The potential benefits of the innovations are many. With real-time data and a case management system, organizations can tailor their services more effectively to meet students’ needs, prioritize delivery to the neediest students and schools, and better document and quantify their impact.
The school district can finally understand which students are being served by the wide range of community organizations working in schools, evaluate which services are working well for kids, and identify and fill gaps in student supports and interventions. The model puts the district in a position to truly achieve college readiness for all by equitably matching school and community supports and interventions with student needs across the district.
We do anticipate challenges with these innovations.
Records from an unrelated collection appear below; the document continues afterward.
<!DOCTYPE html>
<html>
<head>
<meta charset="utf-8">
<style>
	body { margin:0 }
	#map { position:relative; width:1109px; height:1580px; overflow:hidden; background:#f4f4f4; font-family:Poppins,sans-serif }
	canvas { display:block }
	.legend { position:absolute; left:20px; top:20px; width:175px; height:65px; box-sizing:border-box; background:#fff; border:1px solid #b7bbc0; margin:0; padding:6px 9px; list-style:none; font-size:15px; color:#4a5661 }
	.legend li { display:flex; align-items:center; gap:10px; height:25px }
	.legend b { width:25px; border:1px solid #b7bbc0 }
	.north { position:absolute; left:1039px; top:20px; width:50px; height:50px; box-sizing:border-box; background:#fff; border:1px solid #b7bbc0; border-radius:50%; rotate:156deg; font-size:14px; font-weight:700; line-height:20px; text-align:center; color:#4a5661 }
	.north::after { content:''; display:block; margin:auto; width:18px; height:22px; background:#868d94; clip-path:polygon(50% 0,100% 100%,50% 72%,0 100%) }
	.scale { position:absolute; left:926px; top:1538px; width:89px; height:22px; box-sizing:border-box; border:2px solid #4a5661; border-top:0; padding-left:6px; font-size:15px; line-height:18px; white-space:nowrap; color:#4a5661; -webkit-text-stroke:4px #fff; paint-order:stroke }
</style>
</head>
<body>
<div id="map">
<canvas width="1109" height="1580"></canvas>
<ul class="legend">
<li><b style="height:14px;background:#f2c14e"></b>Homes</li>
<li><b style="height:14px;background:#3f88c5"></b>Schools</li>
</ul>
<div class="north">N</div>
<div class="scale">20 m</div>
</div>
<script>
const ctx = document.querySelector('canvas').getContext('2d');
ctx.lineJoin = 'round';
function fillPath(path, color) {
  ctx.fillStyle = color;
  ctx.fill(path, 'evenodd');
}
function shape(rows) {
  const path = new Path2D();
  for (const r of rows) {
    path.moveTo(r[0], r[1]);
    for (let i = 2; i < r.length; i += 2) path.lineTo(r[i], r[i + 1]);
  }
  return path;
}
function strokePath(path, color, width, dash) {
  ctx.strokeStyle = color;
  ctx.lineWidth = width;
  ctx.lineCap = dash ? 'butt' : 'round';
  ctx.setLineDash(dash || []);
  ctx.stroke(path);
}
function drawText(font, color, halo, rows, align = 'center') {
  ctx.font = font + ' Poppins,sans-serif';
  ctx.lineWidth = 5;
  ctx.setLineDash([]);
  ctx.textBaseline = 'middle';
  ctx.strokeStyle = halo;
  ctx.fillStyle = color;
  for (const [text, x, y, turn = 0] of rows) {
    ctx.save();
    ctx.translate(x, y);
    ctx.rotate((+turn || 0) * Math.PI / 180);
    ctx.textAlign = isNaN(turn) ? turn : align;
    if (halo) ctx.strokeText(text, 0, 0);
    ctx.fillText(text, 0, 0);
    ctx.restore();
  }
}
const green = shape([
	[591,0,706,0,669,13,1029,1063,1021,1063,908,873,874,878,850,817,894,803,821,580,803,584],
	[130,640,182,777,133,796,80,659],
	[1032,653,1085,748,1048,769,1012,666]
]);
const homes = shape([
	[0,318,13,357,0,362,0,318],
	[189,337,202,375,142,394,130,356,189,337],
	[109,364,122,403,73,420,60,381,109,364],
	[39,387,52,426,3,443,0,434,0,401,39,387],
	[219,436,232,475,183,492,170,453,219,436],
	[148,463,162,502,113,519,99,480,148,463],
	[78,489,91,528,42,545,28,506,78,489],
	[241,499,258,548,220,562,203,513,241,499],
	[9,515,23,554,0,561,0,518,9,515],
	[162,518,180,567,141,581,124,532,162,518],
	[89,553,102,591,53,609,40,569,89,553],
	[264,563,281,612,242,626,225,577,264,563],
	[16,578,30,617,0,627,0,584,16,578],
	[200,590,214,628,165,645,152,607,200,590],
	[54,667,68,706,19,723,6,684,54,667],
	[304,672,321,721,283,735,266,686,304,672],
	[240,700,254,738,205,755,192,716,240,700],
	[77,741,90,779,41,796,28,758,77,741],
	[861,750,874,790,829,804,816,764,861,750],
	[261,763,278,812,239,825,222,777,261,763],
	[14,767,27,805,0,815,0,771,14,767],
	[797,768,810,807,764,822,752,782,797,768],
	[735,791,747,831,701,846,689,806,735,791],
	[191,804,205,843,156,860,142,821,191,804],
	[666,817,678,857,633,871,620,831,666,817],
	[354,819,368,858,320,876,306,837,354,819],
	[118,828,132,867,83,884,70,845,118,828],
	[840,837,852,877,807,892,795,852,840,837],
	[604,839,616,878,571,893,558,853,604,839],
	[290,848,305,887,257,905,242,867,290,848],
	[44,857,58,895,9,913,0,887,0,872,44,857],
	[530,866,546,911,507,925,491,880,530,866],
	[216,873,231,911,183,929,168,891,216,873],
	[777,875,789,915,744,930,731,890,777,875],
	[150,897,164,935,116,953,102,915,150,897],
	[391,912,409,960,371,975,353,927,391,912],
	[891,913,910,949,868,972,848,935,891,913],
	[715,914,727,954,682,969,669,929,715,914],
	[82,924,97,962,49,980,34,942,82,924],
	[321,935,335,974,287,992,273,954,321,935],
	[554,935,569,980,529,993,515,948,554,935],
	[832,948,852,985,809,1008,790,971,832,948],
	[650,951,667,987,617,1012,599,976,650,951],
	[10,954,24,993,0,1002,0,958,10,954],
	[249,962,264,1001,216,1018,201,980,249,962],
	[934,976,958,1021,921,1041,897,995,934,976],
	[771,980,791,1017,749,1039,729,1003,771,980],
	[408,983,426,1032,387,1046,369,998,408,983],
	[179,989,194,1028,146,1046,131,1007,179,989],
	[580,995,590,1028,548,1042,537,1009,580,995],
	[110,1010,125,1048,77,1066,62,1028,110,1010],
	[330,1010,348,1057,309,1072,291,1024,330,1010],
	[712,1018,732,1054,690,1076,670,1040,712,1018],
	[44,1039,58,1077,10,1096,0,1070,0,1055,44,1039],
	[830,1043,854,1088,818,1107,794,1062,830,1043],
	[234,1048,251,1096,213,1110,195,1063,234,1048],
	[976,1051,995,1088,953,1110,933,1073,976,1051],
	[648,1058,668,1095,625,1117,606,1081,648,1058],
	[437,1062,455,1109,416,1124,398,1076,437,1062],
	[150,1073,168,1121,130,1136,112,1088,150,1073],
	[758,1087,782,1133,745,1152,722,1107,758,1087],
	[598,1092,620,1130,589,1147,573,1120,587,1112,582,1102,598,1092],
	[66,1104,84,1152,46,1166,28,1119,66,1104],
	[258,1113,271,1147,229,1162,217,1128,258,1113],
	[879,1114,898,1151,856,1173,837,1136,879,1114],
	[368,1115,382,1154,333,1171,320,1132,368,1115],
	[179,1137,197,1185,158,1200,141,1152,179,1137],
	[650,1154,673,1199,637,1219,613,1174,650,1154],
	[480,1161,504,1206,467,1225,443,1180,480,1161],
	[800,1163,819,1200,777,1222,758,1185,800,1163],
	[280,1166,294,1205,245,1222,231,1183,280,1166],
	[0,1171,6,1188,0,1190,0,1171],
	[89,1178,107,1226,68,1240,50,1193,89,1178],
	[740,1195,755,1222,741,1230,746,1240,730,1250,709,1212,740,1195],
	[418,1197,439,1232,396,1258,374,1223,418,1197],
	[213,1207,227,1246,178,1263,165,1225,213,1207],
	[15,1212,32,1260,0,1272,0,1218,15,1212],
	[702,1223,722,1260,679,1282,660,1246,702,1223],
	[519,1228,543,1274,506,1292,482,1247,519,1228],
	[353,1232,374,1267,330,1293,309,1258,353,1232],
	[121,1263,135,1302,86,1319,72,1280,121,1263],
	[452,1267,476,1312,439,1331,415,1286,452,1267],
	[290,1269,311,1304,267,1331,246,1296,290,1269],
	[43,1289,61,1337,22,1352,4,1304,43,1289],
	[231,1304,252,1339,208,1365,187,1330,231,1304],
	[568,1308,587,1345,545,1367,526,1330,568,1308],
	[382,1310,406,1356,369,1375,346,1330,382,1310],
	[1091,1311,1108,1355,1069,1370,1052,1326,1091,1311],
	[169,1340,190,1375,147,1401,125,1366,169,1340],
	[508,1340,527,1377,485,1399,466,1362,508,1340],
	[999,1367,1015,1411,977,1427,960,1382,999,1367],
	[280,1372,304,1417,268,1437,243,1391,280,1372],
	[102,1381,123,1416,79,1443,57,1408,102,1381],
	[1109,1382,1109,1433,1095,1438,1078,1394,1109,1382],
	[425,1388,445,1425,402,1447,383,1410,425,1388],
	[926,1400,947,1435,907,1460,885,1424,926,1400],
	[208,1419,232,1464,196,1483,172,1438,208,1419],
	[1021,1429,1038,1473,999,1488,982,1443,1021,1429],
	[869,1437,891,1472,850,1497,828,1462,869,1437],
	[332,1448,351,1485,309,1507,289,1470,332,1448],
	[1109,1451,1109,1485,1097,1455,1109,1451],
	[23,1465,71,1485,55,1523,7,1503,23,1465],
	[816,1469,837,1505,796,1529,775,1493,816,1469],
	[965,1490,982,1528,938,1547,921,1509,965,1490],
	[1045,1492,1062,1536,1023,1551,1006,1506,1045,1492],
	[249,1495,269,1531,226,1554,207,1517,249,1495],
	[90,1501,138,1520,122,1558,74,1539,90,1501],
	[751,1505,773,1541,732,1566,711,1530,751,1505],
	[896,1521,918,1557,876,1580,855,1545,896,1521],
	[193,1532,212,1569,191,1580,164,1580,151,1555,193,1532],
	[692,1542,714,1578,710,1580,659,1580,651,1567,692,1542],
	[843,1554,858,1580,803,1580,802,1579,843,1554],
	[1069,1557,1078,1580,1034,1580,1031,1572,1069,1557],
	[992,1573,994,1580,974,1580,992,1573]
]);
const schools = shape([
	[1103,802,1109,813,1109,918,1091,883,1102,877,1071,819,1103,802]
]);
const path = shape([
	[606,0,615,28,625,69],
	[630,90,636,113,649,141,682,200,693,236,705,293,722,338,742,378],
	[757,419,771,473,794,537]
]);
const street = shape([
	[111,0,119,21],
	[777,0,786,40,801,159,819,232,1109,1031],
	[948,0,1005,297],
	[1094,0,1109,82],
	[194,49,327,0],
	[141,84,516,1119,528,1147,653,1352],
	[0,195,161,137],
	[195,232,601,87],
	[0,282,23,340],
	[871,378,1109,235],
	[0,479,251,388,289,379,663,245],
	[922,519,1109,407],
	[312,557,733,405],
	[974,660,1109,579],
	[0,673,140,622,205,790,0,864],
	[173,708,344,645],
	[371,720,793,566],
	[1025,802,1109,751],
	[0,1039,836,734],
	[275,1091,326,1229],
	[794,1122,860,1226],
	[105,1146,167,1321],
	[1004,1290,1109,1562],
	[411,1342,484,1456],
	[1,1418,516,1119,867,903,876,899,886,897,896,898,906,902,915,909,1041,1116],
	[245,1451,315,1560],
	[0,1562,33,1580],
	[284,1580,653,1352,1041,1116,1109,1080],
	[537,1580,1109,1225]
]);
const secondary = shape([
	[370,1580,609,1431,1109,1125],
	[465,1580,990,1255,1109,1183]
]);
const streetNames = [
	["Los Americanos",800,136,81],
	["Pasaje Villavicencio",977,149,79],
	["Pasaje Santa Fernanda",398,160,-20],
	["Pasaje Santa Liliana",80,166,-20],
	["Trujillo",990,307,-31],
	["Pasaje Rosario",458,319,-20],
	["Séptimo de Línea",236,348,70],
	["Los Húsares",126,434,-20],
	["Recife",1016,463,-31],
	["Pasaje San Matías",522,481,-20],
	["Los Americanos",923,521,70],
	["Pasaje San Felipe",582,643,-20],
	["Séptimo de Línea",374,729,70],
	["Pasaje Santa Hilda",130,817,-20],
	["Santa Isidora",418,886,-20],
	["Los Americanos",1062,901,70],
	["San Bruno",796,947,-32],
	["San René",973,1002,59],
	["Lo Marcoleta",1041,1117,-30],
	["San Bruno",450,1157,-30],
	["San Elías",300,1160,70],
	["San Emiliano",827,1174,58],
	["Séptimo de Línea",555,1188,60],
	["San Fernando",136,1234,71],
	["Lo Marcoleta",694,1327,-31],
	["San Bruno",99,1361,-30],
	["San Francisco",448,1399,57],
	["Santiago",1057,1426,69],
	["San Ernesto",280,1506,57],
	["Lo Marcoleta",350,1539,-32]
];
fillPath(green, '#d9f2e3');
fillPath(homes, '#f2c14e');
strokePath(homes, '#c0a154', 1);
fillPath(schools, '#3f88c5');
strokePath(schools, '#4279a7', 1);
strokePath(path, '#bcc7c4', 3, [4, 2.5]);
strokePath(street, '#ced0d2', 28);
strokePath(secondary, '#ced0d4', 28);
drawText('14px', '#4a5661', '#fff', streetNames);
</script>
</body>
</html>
PPSD, like most urban districts, is stretched thin in many ways and may face capacity issues around coordinating the case management model at scale. Funding to support the ongoing use of Richer Picture data past a one-year pilot is still being sought. And many in the district are feeling the strain of the new high school graduation requirements, which could be seen by some as a competing priority to preparing students for college.
As a cradle-to-career collective, however, CYC’s HSCC work group members are helping keep the conversation focused past the immediate urgency in the district around high school graduation rates toward a broader vision for college and career readiness for all. Through pioneering college readiness case management buttressed by access to real-time, student-level data, we are building a system to ensure that our children and youth have equitable access to myriad community resources to prepare them for post-secondary opportunities and life in the twenty-first century.